▶ **Exercise directions**
Track down every line below that holds "white" and copy it.

▶ **Supplied data**
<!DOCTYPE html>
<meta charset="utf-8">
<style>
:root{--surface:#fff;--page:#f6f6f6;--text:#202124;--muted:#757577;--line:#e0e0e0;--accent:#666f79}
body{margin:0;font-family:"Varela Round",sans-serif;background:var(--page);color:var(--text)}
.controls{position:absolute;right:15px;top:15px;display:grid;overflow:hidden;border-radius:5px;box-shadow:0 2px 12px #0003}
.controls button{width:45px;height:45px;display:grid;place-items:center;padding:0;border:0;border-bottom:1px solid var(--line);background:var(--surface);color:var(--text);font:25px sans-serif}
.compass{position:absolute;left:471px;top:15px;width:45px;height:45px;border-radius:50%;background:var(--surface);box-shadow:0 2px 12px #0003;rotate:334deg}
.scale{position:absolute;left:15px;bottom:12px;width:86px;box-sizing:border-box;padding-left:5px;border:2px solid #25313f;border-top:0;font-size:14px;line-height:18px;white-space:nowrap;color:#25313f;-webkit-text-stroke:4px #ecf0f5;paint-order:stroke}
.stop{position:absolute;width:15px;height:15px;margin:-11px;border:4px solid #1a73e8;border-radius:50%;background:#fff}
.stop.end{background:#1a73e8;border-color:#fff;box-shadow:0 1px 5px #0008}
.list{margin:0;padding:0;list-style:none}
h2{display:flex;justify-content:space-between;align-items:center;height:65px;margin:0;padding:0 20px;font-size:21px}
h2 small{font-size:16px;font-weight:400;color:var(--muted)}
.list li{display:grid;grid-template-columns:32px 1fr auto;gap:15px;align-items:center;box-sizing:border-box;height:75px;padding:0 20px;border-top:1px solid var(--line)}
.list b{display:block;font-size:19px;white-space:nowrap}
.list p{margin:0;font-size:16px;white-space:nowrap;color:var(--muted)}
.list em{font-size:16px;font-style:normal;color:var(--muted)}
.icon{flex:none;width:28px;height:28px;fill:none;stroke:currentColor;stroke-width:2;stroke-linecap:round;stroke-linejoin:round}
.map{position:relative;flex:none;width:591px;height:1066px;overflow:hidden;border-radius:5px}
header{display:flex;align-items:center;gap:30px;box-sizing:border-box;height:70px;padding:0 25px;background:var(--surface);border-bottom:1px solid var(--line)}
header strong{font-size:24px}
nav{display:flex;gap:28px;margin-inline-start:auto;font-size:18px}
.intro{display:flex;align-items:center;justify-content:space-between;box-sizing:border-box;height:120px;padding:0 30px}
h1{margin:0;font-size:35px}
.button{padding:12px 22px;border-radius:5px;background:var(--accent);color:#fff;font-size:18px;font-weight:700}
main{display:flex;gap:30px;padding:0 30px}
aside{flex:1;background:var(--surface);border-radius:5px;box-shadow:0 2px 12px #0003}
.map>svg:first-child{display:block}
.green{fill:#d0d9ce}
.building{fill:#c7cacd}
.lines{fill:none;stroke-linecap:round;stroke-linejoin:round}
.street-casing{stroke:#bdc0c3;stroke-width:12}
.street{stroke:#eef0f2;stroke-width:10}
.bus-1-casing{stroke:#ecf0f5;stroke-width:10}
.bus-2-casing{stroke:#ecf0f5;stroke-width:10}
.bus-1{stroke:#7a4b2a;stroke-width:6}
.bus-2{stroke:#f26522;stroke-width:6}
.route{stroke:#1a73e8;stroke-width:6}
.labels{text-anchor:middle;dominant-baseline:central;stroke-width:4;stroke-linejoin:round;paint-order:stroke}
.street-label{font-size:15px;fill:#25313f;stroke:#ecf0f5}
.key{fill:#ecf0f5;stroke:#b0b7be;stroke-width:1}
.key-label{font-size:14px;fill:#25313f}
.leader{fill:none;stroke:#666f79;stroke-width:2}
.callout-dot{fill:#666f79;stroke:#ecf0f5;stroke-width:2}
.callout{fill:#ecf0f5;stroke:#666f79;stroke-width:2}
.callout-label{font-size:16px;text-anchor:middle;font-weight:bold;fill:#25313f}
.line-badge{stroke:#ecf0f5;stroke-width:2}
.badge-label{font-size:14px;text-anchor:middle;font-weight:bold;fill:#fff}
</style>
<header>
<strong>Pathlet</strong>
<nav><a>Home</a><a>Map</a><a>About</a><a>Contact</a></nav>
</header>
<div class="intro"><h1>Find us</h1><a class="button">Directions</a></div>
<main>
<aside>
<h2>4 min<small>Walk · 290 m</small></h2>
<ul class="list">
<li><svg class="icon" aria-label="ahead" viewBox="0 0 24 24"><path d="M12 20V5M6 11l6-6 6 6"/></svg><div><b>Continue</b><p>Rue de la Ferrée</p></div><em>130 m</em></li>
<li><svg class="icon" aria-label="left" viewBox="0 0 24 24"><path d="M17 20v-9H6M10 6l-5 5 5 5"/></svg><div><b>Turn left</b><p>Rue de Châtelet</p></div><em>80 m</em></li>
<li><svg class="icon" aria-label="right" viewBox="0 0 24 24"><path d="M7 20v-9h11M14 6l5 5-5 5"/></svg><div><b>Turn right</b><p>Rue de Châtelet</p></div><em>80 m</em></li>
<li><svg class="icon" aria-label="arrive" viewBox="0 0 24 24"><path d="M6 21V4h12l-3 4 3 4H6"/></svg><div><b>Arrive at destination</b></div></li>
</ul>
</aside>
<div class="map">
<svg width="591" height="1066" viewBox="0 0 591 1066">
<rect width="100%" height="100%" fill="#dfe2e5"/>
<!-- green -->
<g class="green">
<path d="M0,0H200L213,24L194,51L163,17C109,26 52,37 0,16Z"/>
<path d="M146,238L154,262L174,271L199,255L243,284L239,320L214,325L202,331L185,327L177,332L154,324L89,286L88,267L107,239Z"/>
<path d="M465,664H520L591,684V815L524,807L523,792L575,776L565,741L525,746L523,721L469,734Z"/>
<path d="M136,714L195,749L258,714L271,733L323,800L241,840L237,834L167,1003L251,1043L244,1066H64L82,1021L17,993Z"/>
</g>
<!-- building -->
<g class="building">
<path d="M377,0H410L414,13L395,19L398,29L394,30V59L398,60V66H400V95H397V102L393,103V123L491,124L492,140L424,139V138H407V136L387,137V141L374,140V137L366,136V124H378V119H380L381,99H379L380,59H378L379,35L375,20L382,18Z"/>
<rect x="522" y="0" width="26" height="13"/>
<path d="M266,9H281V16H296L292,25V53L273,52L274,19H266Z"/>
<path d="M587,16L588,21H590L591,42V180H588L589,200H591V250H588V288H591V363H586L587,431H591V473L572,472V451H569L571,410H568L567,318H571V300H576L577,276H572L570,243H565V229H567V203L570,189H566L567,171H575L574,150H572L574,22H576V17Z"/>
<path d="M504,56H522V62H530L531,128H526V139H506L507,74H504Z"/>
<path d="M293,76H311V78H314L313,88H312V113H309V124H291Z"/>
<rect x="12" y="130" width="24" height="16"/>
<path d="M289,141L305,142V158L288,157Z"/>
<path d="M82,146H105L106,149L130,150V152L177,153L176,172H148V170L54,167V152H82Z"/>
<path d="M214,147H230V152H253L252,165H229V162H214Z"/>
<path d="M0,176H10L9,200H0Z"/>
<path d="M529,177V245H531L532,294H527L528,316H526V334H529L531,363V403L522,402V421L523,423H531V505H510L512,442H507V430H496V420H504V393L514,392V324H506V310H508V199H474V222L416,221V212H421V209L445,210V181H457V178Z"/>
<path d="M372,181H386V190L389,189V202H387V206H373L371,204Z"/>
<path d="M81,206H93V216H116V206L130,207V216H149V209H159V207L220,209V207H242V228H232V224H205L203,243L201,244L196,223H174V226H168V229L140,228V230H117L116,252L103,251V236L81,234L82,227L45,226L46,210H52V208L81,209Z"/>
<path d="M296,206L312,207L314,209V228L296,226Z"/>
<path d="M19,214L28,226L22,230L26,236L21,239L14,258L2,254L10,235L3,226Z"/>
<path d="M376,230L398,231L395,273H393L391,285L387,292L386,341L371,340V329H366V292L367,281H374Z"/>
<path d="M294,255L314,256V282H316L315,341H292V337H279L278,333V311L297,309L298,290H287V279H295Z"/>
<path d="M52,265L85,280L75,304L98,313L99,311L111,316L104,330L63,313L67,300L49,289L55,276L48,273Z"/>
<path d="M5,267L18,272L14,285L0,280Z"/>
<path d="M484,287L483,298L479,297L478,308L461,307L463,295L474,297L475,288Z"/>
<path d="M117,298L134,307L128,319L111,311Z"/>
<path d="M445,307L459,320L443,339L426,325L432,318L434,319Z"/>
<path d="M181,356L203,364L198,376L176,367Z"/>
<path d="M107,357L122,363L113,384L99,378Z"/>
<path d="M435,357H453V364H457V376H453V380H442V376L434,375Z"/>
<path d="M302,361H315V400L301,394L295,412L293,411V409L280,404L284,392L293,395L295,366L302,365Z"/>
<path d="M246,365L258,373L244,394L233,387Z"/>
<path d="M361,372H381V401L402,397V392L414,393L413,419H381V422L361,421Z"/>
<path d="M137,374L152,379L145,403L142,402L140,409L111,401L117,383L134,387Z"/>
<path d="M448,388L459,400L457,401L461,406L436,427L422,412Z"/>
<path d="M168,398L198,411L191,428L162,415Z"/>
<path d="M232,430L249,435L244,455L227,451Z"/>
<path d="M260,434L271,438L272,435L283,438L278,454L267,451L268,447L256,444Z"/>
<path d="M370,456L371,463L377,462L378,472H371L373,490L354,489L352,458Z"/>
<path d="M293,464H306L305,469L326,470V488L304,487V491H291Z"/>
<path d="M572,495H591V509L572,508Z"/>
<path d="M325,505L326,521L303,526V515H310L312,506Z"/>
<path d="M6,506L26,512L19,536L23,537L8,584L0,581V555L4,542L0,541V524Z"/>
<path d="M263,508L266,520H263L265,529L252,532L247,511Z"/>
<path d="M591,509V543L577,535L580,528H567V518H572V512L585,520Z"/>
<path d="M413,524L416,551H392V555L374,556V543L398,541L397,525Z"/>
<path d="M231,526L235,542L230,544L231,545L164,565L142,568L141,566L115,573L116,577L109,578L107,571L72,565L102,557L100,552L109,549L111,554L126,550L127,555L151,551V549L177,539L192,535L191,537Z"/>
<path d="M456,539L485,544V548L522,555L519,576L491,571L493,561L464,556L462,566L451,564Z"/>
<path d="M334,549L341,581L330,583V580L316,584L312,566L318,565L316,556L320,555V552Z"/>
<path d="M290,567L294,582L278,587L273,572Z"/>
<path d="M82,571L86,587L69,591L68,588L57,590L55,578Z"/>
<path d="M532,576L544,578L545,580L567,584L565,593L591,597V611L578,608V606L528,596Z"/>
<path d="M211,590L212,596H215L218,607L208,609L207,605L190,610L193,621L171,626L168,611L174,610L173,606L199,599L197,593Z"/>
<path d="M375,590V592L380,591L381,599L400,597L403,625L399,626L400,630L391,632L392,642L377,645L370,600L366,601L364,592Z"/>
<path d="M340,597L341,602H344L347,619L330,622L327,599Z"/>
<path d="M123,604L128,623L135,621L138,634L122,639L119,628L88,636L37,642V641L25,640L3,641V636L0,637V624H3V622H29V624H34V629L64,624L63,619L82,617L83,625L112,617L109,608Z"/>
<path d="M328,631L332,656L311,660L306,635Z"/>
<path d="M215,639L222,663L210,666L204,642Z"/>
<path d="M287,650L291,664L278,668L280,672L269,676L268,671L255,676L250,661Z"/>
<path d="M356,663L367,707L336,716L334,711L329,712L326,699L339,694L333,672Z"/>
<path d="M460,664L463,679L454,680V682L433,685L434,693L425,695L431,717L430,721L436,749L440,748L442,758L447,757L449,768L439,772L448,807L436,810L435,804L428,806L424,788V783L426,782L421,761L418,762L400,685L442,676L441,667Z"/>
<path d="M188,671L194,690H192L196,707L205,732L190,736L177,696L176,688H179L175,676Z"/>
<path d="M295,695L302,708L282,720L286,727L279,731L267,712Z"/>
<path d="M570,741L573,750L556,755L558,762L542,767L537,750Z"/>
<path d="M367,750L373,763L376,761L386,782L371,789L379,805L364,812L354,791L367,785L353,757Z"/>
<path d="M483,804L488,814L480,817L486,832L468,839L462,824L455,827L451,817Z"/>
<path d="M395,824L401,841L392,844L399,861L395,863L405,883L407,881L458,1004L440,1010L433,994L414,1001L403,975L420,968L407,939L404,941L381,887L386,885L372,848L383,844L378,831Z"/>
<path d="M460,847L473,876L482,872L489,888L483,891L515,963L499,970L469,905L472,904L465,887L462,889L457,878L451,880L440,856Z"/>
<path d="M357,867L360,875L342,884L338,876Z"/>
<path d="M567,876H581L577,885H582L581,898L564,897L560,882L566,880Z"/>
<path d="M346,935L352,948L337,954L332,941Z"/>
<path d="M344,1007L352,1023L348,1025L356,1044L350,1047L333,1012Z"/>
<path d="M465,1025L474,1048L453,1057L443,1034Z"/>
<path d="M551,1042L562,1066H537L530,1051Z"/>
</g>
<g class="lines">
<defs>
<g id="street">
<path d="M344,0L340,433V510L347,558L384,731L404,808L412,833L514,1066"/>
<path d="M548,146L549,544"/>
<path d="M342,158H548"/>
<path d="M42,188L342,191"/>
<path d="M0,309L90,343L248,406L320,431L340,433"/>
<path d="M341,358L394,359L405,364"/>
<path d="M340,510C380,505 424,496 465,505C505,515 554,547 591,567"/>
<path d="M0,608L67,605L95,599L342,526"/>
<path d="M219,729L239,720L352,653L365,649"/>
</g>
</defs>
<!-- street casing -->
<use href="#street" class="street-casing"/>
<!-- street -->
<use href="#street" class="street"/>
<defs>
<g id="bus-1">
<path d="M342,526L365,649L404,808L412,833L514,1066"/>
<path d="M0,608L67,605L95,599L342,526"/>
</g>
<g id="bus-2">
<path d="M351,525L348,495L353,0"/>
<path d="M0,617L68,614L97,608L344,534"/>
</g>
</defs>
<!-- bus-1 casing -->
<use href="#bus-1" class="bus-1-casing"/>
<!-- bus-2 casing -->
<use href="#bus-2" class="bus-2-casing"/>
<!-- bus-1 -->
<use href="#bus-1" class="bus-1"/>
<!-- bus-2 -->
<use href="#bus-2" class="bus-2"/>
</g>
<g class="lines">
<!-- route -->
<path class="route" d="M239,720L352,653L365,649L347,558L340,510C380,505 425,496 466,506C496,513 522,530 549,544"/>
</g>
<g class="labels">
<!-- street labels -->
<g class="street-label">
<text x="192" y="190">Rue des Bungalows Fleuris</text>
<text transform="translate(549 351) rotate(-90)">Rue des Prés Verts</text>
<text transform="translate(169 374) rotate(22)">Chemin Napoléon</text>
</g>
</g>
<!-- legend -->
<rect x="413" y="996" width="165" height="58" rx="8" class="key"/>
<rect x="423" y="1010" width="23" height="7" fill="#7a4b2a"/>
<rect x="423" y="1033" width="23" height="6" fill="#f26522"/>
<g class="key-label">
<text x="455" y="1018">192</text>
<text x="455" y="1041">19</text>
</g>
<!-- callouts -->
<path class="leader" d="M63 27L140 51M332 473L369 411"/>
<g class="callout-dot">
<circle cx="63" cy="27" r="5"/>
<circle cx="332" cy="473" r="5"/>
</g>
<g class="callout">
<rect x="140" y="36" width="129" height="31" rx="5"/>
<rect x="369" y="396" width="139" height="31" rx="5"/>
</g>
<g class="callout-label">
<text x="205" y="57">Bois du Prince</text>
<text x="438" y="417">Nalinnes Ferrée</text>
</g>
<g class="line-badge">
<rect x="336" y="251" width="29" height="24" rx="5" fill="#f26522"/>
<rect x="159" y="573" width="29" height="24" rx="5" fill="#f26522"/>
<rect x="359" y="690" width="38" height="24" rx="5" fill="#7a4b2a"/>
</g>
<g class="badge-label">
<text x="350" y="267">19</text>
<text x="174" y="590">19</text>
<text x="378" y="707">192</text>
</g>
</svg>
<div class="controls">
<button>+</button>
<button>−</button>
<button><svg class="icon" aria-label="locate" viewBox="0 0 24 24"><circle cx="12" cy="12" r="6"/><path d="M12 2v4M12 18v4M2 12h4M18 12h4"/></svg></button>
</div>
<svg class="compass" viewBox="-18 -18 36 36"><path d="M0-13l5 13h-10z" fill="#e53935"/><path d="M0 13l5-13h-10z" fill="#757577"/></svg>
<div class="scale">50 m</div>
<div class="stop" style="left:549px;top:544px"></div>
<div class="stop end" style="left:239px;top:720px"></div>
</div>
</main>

▶ **Finished task**
.scale{position:absolute;left:15px;bottom:12px;width:86px;box-sizing:border-box;padding-left:5px;border:2px solid #25313f;border-top:0;font-size:14px;line-height:18px;white-space:nowrap;color:#25313f;-webkit-text-stroke:4px #ecf0f5;paint-order:stroke}
.list b{display:block;font-size:19px;white-space:nowrap}
.list p{margin:0;font-size:16px;white-space:nowrap;color:var(--muted)}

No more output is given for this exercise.